In the longer run, it would start the T down the worthy path of electrification. In addition to Fairmount, 13 additional miles of wire would fully electrify the Stoughton and Needham lines, both of which use the already-electrified Northeast Corridor for part of their runs. Franklin would be a next best bet; a third of the 32 mile line already operates under the wire. Thus, for 42 miles of overhead—an investment in the range $200 to $400 million (plus another $50 to $100 for high level platforms)—the T could do away with inefficient diesel service on four of its commuter rail lines, which would serve as a springboard towards the future electrification of the rest of the system. The cost savings alone would likely tally to millions of dollars per year.

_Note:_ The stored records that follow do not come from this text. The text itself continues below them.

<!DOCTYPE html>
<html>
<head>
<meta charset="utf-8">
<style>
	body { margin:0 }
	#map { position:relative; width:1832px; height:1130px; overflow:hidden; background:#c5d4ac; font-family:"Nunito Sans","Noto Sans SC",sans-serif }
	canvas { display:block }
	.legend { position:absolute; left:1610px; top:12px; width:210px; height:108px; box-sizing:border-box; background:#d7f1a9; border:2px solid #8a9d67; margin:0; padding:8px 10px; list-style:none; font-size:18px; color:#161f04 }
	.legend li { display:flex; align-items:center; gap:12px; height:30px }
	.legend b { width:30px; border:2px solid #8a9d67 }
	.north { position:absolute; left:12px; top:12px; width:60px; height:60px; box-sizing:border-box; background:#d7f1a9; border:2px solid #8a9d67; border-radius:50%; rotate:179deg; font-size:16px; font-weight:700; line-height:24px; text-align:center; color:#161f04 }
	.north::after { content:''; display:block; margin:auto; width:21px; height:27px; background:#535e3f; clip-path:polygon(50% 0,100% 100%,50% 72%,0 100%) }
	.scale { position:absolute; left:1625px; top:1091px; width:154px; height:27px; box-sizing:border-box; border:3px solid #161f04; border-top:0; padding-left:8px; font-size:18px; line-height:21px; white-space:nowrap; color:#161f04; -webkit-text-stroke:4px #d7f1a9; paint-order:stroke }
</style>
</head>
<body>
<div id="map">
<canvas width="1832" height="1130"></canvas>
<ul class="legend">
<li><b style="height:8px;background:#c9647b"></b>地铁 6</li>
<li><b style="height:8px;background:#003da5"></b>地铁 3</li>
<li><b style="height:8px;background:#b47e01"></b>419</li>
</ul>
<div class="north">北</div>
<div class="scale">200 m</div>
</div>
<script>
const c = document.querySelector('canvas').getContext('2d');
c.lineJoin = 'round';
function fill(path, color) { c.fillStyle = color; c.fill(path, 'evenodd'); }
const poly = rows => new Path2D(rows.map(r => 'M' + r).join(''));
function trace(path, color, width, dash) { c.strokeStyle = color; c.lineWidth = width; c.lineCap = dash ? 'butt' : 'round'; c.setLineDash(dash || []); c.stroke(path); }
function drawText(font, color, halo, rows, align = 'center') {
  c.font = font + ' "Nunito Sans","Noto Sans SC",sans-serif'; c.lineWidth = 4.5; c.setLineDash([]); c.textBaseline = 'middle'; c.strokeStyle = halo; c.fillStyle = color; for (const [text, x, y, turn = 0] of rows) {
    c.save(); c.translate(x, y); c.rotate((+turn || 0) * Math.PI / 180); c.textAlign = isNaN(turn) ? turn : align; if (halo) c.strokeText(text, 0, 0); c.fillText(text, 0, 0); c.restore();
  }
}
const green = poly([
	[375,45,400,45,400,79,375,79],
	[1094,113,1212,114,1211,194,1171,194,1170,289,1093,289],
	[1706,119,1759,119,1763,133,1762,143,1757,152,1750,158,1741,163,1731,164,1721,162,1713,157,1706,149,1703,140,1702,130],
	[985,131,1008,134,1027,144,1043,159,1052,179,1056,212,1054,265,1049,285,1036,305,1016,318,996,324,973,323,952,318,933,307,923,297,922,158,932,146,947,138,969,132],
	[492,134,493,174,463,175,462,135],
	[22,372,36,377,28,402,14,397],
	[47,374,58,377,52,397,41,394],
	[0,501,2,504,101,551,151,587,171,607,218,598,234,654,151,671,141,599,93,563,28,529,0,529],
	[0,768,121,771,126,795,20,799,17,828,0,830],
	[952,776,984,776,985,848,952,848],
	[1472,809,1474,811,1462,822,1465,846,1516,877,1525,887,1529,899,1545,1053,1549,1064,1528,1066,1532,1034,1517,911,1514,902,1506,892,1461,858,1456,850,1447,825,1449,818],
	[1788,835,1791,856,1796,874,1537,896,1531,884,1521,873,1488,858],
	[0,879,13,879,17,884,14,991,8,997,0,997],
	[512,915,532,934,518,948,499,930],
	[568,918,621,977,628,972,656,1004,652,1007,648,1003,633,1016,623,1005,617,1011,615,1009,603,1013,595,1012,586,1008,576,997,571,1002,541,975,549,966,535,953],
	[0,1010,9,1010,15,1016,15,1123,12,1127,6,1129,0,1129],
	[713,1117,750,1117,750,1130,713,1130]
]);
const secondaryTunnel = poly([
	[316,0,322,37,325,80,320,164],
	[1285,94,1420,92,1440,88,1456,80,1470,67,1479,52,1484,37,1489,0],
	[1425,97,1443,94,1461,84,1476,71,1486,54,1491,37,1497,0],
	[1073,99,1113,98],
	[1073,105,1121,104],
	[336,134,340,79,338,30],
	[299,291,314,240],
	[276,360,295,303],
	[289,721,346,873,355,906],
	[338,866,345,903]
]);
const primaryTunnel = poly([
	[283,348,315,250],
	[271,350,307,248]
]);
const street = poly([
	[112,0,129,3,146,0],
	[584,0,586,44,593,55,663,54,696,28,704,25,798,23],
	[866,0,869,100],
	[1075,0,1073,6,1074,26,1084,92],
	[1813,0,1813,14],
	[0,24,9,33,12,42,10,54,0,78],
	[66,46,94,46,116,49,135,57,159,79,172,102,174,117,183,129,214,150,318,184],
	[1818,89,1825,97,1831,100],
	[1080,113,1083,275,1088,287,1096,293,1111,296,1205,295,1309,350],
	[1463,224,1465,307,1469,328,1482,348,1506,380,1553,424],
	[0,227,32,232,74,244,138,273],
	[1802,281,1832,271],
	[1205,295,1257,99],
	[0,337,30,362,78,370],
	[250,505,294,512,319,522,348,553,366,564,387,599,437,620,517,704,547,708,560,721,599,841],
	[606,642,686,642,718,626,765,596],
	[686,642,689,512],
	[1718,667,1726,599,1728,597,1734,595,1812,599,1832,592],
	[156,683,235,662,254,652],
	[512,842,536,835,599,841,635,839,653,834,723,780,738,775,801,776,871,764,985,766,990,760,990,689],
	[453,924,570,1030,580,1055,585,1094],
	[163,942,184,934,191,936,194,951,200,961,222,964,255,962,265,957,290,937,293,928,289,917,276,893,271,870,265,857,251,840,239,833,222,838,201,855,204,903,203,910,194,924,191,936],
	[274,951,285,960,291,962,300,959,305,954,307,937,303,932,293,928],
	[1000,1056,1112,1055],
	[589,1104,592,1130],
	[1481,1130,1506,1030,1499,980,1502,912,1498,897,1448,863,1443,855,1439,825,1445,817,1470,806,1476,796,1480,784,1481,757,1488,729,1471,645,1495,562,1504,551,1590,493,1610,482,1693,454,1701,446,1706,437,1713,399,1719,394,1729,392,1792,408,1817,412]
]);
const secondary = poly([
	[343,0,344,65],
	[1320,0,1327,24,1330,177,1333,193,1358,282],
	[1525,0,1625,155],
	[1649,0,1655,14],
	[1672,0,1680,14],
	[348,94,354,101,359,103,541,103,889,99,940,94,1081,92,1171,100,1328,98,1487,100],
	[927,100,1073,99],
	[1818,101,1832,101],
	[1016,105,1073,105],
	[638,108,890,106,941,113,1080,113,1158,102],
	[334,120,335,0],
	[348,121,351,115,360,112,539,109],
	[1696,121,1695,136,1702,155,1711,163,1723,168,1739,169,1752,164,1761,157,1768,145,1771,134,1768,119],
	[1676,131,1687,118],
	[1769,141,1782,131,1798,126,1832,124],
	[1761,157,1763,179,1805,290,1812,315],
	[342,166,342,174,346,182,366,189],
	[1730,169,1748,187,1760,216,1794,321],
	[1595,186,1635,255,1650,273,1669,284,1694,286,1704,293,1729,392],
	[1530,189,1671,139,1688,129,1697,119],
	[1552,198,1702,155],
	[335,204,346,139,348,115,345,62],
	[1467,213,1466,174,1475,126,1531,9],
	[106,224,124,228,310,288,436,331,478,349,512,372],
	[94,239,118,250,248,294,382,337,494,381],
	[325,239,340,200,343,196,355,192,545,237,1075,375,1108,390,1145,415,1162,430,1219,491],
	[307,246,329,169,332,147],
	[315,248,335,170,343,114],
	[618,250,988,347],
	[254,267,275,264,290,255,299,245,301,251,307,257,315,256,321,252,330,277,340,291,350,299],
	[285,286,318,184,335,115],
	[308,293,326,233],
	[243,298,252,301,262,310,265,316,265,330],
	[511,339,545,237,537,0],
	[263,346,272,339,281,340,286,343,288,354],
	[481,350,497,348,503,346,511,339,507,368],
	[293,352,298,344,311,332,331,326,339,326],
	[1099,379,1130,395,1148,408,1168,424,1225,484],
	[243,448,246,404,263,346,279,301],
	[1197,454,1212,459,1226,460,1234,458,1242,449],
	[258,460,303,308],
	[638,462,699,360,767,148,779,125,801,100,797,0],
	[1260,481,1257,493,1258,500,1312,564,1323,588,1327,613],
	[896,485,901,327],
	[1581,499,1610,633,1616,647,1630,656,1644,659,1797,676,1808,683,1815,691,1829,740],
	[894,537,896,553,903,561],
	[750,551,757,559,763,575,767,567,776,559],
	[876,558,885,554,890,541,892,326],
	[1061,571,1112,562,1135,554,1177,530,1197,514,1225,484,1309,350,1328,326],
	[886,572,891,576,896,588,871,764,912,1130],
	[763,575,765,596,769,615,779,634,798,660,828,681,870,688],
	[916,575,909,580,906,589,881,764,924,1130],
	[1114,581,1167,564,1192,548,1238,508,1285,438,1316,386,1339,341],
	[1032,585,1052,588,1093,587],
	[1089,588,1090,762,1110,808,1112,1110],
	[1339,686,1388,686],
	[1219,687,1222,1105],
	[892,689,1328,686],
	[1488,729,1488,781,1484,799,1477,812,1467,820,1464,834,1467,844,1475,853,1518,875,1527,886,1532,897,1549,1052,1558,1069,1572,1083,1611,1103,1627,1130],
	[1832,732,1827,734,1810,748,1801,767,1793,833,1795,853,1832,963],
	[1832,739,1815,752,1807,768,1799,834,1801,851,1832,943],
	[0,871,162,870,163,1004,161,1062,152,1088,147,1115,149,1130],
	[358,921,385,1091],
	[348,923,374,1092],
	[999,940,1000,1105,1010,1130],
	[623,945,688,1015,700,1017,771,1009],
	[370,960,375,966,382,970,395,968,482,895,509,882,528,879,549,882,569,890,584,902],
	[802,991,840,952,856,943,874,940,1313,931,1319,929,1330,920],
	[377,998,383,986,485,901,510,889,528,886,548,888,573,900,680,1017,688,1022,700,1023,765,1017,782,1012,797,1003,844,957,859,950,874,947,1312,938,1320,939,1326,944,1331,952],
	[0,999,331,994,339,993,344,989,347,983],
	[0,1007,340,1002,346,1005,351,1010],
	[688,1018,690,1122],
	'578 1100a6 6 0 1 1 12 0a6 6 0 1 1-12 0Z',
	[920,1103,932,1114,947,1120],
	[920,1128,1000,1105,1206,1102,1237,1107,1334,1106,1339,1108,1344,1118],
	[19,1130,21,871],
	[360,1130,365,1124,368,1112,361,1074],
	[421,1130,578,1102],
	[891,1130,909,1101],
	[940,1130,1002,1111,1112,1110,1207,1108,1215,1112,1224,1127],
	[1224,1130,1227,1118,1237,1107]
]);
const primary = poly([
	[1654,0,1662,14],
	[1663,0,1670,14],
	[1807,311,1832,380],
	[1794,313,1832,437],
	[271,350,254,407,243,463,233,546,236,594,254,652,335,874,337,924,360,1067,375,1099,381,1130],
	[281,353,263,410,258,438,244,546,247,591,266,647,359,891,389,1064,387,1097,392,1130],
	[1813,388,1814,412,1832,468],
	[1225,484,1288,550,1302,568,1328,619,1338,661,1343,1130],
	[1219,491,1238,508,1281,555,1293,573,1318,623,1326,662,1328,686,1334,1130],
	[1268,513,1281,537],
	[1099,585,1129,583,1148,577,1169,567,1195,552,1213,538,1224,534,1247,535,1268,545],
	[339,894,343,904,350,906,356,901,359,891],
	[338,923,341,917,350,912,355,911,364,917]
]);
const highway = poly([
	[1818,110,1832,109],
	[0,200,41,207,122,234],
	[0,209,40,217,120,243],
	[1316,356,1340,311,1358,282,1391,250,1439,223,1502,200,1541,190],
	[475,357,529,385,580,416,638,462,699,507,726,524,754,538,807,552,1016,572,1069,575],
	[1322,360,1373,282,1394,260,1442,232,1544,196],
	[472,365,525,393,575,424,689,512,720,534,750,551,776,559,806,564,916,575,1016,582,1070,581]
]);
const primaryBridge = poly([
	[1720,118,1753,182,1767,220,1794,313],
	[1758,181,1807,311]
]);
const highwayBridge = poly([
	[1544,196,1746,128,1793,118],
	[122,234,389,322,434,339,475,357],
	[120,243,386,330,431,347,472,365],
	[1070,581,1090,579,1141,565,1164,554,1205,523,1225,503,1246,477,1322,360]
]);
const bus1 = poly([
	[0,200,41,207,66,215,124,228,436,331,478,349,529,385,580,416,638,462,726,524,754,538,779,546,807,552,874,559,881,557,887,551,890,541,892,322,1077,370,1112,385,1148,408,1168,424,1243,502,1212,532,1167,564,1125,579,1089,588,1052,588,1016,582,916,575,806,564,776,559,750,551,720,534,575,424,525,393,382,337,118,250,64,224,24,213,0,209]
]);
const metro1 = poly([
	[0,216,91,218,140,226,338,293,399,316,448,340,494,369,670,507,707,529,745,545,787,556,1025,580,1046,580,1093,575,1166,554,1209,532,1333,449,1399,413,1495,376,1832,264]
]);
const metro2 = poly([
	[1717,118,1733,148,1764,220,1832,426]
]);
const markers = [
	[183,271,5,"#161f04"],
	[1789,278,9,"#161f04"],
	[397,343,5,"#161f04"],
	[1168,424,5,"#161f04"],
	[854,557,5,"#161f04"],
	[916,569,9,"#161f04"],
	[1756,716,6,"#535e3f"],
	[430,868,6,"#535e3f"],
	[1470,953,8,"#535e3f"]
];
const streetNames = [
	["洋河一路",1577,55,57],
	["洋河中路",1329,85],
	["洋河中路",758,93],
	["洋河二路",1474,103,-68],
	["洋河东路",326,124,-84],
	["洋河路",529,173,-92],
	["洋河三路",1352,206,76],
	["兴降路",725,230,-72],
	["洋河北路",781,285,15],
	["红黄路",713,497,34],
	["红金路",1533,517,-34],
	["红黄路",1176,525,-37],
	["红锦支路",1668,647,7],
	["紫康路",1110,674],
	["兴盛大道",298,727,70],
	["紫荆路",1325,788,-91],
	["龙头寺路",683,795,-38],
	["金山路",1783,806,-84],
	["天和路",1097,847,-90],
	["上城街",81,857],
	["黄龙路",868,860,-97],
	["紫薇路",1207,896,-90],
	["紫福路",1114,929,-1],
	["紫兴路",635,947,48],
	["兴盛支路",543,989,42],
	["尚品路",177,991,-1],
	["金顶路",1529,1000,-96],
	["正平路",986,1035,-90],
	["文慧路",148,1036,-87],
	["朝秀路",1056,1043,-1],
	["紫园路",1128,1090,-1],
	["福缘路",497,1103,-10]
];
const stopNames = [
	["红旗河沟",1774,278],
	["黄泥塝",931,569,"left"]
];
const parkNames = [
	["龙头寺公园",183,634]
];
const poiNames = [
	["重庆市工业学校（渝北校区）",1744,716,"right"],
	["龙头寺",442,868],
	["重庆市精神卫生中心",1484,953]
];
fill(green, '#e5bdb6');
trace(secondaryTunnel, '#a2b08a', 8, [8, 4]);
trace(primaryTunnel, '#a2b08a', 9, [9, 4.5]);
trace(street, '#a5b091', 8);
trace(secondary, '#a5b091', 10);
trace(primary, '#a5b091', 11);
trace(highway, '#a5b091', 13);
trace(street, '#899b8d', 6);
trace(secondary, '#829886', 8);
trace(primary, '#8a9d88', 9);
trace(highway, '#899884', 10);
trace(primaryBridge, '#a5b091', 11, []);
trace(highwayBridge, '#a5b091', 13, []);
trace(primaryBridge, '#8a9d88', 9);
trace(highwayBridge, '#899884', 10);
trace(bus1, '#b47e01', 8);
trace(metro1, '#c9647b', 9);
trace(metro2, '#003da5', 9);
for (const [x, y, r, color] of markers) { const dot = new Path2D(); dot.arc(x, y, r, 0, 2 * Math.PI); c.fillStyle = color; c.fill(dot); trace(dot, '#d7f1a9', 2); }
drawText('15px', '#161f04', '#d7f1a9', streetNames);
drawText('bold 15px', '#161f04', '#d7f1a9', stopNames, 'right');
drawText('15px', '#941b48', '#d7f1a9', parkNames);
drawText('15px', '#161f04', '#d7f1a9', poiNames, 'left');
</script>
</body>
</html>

It is silly to run diesel service under a wire. While MARC, in Maryland, is moving away from electrics, it is really beyond explanation. Part of it may be that they are charged high rates for electricity by Amtrak, which owns the wire and track. The T, which owns the tracks, has a better negotiating position with Amtrak for electricity prices. But MARC is bucking the trend: most non-electric commuter railroads are moving towards overhead power. All-electric SEPTA is buying new electric motors as well as EMUs, Denver has started all-electric, Caltrain is moving towards electric operation, and Toronto is as well for its sprawling system.
Running Fairmount under a wire would make more sense than any of these systems. With DMUs delayed, the MBTA—which has long since had a distinct allergy to modern equipment in general and electrification in particular—needs to take a good, hard look at its cost and operational benefits of electric propulsion. It makes sense not only from an operational, pollution and environmental justice standpoint, but from a financial standpoint as well. Electric operation has long been anathema for the MBTA. But it makes operational and financial sense. It should be seriously considered.